Artist of the month: Robert Walker Macbeth RA (1848-1910)

Robert Walker Macbeth RA, The Lass that a Sailor Loves, 1903. Oil on canvas
Walker Macbeth painted contemporary scenes of rural and fishing communities as well as historical genre scenes in the manner of William Quiller Orchardson. The Lass that a Sailor Loves is romantic and sentimental in tone and may be set in Brittany as it relates stylistically to other works he painted in that area. Although executed in oils, the painting has some of the qualities of a watercolour drawing, in its freshness of tone and crispness of colour.
Macbeth was deeply influenced by the work of British ruralists of the 1860s such as George Heming Mason, Frederick Walker and GJ Pinwell. Reviewing the Royal Academy exhibition of 1881 the critic for The Times noted:
‘Mr. Macbeth is the only artist now living among us who retains the power of the late Fred Walker of giving to his peasantry the simple dignity of movement and something of the antique nobility of form which we are accustomed to connect with the thought of Grecian sculpture. That he is able to do this without sacrifice of truth is no small praise.’

Sir Hubert von Herkomer RA, Portrait of Robert Walker Macbeth, 1892. Watercolour
Robert Walker Macbeth, was the son of the portrait painter Norman Macbeth (1821-1888) and brother of the artist Henry Raeburn-Macbeth, ARA (1860–1947). He studied at the Royal Scottish Academy School and first exhibited at the Royal Scottish Academy in 1867. He exhibited at the Dudley Gallery in 1869, moving to London the following year and began to work for The Graphic. Macbeth attended the Royal Academy Schools from 1871 to 1872. He exhibited at the Royal Academy regularly from 1873 until 1904 and also exhibited at the Grosvenor Gallery.
From the mid 1870s to late 1880s he spent long periods in the fenlands of Lincolnshire, painting scenes of field labourers such as A Lincolnshire Gang (1876), and Potato Harvest in the Fens (1877). These rural subjects were to feature consistently through the remainder of Macbeth’s career.
This portrait drawing (above) is by Hubert von Herkomer, who is better known for his paintings of social realist subjects. Herkomer did though turn to the more lucrative field of portraiture during the 1880s. His ability to rapidly paint large-scale formal portraits brought him considerable success and financial rewards. However, his commissioned works bear little resemblance to his smaller and more intimate portraits of friends, such as this small, lively watercolour made as a gift for his fellow artist Robert Walker Macbeth.
Born in Bavaria, Germany, Herkomer met the Scottish landscape painter and printmaker Robert Walker Macbeth in London where both began their careers producing illustrations for the new journal The Graphic.
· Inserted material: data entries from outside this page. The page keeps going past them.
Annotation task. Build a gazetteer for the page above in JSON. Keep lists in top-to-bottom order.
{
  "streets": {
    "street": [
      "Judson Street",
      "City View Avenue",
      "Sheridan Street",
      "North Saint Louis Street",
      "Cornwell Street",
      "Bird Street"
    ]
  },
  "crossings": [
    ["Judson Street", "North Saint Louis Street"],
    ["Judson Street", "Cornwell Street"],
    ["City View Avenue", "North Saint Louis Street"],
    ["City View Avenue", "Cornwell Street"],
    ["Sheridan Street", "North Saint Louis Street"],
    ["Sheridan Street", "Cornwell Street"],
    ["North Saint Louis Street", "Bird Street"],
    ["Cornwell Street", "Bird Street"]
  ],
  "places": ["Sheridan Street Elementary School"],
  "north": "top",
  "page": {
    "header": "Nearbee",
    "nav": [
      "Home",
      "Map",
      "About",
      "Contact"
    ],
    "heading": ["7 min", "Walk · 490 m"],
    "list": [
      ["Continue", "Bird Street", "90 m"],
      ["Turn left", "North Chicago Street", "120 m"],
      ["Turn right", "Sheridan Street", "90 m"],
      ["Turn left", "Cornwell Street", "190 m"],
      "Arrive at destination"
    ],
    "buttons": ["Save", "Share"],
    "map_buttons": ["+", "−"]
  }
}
Frances Hodgson Burnett, Two little pilgrims' progress: a story of the City Beautiful ...with illustrations by RW Macbeth ARA. London: Frederick Warne & Co., 1895
As well as painting in oils and watercolours Macbeth was an accomplished etcher. He made etchings after the works of contemporaries such as Frederick Walker, GH Mason, W Dendy Sadler and Edward Burne-Jones as well as a series of etchings after paintings by Velásquez and Titian in the Prado, Madrid. He also illustrated many books and magazines including FG Jackson's A Thousand Days in the Arctic (1899) and journals such as Once a Week, The Sunday Magazine and English Illustrated Magazine.
The vignette on the upper cover of this book is close in manner to Macbeth's illustrations in the book.

Ralph Winwood Robinson, Photograph of Robert Walker Macbeth, c.1889-91. Platinotype print
This photograph is one of a series published in a volume of fifty-eight plates of Members And Associates Of The Royal Academy Of Arts 1891 Photographed In Their Studios By Ralph W Robinson Of Red Hill [London] (1892.)
Although Macbeth moved to Somerset around 1887 he kept his house in London where this photograph was probably taken. His address was Longsden in Carlton Hill, which was in the vicinity of St John's Wood, an area notable for its popularity with artists since the eighteenth century and home to many Academicians. Macbeth is shown taking a break from work on a plate above which is a screen used to diffuse the light. On the easel behind him are working proofs of other prints he was working on. One is identifiable as a print he engraved after Frederick Walker’s watercolour of Spring (1864, Victoria & Albert Museum) which was published by Thomas Agnew & Sons in 1889.
- The Lass that a Sailor Loves is on view at the Royal Academy on Norman Shaw stairs until the beginning of Sept 2008.